I’ll hold my hands up: with Day it was a case of third time lucky. I tried to read it twice and gave up twice before finally making it all the way through from the beginning to the end. Admittedly both the failed attempts were made in the small hours of the morning through the pain of a broken shoulder, which might go some way to explaining my initial lack of engagement, but whatever the circumstances it’s fair to say I needed to work to find my way into the book.
For a kick off there was the book blurb, which didn’t grab me. A contemporary female author writing as if inside the head of a second world war Lancaster bomber tail-gunner is no mean feat but it doesn’t particularly excite my interest. If Day hadn’t won the Costa Book of the Year Award in 2007 I wouldn’t have got past the jacket.

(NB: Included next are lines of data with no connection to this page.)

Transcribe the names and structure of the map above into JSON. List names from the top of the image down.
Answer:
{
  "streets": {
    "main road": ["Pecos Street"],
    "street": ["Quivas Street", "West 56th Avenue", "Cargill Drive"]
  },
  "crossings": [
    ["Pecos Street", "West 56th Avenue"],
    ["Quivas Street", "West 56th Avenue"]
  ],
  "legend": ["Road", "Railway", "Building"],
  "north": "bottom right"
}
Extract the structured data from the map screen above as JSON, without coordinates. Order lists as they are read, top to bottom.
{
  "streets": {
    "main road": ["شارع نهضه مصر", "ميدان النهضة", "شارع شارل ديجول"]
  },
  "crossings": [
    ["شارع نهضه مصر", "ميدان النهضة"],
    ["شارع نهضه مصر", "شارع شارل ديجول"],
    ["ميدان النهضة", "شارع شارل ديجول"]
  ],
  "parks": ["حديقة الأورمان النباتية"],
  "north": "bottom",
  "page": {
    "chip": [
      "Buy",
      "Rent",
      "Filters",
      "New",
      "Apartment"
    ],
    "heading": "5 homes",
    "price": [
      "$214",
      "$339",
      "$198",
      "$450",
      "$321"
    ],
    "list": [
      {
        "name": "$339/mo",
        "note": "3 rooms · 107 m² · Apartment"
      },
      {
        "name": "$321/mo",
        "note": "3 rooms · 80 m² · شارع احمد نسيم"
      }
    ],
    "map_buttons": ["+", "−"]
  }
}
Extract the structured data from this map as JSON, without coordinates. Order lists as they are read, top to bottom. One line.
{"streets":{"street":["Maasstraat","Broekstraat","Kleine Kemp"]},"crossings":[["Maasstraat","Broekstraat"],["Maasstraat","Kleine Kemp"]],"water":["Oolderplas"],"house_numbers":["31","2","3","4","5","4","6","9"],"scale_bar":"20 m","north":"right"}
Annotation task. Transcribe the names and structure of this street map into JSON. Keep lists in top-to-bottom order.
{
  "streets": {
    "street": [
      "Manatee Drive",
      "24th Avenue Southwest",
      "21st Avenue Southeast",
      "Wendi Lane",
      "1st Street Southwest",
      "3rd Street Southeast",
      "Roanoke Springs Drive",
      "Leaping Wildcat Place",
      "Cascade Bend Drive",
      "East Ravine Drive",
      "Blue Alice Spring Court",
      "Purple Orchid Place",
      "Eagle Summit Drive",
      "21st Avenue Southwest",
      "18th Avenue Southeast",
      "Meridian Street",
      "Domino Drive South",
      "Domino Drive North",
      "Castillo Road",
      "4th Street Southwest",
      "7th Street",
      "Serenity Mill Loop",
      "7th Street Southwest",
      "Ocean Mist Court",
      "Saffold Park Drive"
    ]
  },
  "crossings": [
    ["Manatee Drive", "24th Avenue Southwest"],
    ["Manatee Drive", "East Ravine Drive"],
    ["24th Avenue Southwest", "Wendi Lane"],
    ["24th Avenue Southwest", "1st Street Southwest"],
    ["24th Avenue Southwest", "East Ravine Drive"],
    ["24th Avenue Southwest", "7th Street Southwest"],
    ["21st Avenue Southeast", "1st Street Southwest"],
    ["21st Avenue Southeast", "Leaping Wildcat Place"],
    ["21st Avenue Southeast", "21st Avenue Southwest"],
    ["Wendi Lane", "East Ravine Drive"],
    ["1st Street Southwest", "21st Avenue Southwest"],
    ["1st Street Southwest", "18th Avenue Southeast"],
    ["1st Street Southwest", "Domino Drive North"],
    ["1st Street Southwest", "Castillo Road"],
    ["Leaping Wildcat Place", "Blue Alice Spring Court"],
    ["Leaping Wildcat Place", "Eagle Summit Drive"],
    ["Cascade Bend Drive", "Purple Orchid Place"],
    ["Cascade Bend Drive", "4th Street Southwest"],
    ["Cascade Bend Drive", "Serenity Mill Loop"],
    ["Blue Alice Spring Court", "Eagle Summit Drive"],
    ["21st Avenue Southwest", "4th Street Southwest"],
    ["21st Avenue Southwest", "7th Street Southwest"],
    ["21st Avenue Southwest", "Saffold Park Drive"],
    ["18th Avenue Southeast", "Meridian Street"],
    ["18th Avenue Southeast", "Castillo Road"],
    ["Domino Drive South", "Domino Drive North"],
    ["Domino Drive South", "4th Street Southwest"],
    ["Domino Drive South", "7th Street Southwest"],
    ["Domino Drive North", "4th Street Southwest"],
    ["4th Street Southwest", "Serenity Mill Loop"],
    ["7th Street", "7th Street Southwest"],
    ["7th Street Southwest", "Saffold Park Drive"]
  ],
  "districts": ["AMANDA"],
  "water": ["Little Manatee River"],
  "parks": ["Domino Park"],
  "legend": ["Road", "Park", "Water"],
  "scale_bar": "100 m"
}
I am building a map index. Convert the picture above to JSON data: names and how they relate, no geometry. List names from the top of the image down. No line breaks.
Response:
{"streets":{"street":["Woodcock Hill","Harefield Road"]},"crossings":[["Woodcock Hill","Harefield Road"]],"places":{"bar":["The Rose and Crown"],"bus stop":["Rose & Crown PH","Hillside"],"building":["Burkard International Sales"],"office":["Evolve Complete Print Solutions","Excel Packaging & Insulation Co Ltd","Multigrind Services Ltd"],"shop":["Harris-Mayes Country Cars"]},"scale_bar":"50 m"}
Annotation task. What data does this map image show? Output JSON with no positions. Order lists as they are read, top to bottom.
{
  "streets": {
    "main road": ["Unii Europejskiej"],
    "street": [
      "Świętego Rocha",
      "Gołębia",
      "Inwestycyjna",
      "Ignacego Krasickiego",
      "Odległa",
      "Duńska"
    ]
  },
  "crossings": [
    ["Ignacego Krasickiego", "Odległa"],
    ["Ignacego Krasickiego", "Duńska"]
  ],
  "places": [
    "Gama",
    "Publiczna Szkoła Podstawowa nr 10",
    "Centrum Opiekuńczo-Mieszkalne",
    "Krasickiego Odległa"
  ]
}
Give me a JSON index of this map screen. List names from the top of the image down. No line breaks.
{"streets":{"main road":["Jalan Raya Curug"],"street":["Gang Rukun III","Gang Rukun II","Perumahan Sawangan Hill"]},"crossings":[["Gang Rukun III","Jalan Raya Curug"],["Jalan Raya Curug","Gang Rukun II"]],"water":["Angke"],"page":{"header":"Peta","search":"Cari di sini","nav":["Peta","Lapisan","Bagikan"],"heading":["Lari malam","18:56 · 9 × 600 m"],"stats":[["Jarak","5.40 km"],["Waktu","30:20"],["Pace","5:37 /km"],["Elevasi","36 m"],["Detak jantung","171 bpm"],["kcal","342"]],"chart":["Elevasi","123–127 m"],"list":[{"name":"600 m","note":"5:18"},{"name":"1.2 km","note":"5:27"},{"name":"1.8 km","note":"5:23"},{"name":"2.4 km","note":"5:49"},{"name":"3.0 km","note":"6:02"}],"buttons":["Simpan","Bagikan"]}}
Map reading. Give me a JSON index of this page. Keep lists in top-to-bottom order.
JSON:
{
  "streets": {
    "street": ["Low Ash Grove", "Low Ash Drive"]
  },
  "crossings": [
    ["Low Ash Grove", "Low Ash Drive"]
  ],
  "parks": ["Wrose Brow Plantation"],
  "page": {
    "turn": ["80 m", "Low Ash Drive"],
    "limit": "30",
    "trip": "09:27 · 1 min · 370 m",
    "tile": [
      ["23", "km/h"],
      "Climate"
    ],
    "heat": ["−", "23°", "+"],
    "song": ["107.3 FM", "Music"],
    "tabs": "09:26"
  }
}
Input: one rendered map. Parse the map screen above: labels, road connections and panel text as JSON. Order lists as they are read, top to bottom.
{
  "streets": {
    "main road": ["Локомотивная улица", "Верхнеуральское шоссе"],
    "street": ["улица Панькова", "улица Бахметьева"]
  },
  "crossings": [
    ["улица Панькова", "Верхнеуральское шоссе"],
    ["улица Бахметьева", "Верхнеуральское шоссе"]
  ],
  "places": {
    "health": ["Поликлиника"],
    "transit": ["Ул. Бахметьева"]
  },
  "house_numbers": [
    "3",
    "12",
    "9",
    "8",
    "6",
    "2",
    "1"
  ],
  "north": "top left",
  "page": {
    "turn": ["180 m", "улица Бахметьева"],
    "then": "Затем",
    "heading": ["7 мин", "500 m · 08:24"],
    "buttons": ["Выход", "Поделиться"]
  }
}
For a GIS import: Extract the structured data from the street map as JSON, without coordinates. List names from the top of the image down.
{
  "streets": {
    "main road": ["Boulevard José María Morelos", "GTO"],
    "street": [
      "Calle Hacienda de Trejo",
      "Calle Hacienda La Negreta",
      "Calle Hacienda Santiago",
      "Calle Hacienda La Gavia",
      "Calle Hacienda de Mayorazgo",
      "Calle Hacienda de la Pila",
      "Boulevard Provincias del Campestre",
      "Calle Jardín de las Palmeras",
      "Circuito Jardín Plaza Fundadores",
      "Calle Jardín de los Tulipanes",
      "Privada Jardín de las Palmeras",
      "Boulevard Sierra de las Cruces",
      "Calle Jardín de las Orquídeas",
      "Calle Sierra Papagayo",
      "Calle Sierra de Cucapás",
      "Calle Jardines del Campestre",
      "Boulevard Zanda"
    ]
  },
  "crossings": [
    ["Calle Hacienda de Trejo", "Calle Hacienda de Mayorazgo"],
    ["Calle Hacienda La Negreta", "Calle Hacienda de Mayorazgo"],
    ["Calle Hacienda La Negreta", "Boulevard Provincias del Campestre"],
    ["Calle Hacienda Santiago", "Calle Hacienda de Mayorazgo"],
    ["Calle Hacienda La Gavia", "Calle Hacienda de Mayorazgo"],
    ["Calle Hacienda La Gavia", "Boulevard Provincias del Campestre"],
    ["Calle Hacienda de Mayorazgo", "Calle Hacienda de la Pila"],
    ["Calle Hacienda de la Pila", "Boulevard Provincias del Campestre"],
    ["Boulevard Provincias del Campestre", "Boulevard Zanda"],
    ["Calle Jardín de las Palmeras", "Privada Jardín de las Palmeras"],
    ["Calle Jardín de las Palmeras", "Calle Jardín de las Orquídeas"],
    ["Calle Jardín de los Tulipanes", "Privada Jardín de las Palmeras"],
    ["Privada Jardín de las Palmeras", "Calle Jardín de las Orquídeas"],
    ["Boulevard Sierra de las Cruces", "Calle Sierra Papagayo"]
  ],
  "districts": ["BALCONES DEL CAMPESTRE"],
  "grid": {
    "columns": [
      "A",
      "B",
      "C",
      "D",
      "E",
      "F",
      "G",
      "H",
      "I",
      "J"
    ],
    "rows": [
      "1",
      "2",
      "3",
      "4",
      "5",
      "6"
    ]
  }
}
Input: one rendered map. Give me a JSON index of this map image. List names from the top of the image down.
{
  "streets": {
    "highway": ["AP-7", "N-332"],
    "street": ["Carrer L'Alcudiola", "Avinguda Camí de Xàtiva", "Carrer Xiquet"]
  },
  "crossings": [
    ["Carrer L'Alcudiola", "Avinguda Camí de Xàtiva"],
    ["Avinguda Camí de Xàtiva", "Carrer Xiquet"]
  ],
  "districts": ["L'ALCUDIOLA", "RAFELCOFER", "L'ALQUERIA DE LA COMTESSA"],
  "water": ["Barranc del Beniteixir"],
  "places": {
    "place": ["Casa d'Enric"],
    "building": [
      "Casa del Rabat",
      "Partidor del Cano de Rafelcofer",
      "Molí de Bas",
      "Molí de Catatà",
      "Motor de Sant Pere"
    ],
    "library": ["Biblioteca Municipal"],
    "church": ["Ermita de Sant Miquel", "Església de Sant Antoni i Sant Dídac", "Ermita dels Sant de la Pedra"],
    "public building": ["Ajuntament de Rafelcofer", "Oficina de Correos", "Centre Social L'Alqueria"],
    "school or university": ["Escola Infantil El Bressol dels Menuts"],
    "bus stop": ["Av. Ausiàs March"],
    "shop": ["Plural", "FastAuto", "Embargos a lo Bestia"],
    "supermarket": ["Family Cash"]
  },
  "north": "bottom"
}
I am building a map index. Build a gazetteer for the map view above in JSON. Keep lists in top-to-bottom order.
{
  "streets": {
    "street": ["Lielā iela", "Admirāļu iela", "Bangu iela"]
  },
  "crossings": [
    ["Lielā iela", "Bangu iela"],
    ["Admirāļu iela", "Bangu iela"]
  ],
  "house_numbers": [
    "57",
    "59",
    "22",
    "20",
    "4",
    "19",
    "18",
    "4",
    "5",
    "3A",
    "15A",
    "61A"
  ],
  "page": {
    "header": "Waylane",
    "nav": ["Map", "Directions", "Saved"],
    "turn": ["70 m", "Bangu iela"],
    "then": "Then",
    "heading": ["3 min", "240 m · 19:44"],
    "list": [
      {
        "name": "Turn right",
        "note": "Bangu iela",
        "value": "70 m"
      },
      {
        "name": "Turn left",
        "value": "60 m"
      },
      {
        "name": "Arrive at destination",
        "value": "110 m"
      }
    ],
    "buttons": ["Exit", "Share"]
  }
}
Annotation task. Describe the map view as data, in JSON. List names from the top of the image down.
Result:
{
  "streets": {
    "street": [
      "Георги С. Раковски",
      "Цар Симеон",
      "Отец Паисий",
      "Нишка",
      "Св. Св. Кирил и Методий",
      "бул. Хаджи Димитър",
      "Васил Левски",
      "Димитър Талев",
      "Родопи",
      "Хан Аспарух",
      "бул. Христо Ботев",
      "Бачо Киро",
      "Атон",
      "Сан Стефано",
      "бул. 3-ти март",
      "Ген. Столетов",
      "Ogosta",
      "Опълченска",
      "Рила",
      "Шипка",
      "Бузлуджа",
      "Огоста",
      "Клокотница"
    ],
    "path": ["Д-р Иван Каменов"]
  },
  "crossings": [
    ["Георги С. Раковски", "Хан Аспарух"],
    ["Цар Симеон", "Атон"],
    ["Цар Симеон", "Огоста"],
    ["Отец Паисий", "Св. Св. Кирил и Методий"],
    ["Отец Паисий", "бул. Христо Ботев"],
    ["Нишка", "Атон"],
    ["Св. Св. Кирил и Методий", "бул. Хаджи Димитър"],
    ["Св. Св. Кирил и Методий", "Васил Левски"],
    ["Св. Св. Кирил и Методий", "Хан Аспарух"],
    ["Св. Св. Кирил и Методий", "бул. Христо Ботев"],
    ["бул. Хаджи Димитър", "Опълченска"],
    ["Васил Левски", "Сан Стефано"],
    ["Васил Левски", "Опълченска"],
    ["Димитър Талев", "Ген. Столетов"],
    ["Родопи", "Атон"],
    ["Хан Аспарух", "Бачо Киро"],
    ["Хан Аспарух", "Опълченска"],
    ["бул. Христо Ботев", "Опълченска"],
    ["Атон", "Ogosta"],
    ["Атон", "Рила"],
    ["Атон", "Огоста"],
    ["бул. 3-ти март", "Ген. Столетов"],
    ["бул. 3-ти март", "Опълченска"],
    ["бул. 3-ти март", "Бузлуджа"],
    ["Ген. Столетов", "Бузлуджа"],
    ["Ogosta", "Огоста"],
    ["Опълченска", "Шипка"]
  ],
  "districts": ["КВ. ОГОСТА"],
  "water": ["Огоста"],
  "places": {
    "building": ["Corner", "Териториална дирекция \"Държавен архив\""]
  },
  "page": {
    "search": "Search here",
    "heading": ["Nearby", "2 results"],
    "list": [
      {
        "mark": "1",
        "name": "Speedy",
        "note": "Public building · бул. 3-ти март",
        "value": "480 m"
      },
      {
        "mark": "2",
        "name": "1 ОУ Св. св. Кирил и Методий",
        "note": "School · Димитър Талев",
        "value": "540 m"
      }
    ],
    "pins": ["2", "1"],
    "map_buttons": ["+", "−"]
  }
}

And then there’s the stream of consciousness-type writing. Maybe I’ve been scarred by too much James Joyce too young but internal dialogue can come across as little more than an extended ramble. Call me a Philistine but I like my authors to filter out the detritus that goes through people’s brains not bottle it for general consumption.
But the great thing about reading award winners is that I get pushed kicking and screaming out of my comfort zone. Ditching the kindle, I reached for my paperback copy of Day and clutched at the chapter structure like the proverbial drowning man at a straw. And bit by bit I began to tune into the rhythm of the voice, the rhythm of the story; the oscillation of both between internal and external, between then and now.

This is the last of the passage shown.